Exercise description
Could you retype every entry below exactly as written?

BEGIN

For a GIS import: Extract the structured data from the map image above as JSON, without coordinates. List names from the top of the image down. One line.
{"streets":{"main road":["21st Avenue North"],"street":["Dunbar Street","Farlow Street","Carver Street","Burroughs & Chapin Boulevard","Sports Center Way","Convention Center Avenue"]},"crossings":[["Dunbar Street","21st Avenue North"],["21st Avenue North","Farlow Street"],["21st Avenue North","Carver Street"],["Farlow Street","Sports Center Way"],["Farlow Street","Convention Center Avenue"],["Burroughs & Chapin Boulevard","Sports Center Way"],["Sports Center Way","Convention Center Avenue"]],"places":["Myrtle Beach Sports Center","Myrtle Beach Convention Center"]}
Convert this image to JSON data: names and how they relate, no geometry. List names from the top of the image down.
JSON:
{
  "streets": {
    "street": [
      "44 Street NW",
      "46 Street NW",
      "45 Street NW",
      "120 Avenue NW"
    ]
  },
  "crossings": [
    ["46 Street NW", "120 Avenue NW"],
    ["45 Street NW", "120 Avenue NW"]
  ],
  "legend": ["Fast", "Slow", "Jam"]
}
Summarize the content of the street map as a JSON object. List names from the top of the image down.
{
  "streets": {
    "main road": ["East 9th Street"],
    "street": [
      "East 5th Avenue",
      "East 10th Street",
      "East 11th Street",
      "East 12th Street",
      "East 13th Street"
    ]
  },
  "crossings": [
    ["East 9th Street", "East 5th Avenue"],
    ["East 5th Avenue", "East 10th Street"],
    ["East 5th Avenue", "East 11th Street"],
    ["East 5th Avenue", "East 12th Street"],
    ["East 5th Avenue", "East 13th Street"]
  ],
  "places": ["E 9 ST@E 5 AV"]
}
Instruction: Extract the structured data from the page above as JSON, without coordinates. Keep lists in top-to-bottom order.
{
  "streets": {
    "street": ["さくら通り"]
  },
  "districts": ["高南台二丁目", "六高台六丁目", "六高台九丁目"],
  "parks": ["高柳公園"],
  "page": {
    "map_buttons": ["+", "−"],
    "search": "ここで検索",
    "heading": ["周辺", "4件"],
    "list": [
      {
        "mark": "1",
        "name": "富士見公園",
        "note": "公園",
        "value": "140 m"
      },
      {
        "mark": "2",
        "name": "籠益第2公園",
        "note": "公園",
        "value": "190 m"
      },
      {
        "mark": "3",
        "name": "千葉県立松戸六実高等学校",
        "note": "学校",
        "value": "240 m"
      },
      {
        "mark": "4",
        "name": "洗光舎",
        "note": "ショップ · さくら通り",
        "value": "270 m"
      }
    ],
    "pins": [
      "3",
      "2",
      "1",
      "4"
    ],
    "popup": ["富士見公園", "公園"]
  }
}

END

The answer
For a GIS import: Extract the structured data from the map image above as JSON, without coordinates. List names from the top of the image down. One line.
{"streets":{"main road":["21st Avenue North"],"street":["Dunbar Street","Farlow Street","Carver Street","Burroughs & Chapin Boulevard","Sports Center Way","Convention Center Avenue"]},"crossings":[["Dunbar Street","21st Avenue North"],["21st Avenue North","Farlow Street"],["21st Avenue North","Carver Street"],["Farlow Street","Sports Center Way"],["Farlow Street","Convention Center Avenue"],["Burroughs & Chapin Boulevard","Sports Center Way"],["Sports Center Way","Convention Center Avenue"]],"places":["Myrtle Beach Sports Center","Myrtle Beach Convention Center"]}
Convert this image to JSON data: names and how they relate, no geometry. List names from the top of the image down.
JSON:
{
  "streets": {
    "street": [
      "44 Street NW",
      "46 Street NW",
      "45 Street NW",
      "120 Avenue NW"
    ]
  },
  "crossings": [
    ["46 Street NW", "120 Avenue NW"],
    ["45 Street NW", "120 Avenue NW"]
  ],
  "legend": ["Fast", "Slow", "Jam"]
}
Summarize the content of the street map as a JSON object. List names from the top of the image down.
{
  "streets": {
    "main road": ["East 9th Street"],
    "street": [
      "East 5th Avenue",
      "East 10th Street",
      "East 11th Street",
      "East 12th Street",
      "East 13th Street"
    ]
  },
  "crossings": [
    ["East 9th Street", "East 5th Avenue"],
    ["East 5th Avenue", "East 10th Street"],
    ["East 5th Avenue", "East 11th Street"],
    ["East 5th Avenue", "East 12th Street"],
    ["East 5th Avenue", "East 13th Street"]
  ],
  "places": ["E 9 ST@E 5 AV"]
}
Instruction: Extract the structured data from the page above as JSON, without coordinates. Keep lists in top-to-bottom order.
{
  "streets": {
    "street": ["さくら通り"]
  },
  "districts": ["高南台二丁目", "六高台六丁目", "六高台九丁目"],
  "parks": ["高柳公園"],
  "page": {
    "map_buttons": ["+", "−"],
    "search": "ここで検索",
    "heading": ["周辺", "4件"],
    "list": [
      {
        "mark": "1",
        "name": "富士見公園",
        "note": "公園",
        "value": "140 m"
      },
      {
        "mark": "2",
        "name": "籠益第2公園",
        "note": "公園",
        "value": "190 m"
      },
      {
        "mark": "3",
        "name": "千葉県立松戸六実高等学校",
        "note": "学校",
        "value": "240 m"
      },
      {
        "mark": "4",
        "name": "洗光舎",
        "note": "ショップ · さくら通り",
        "value": "270 m"
      }
    ],
    "pins": [
      "3",
      "2",
      "1",
      "4"
    ],
    "popup": ["富士見公園", "公園"]
  }
}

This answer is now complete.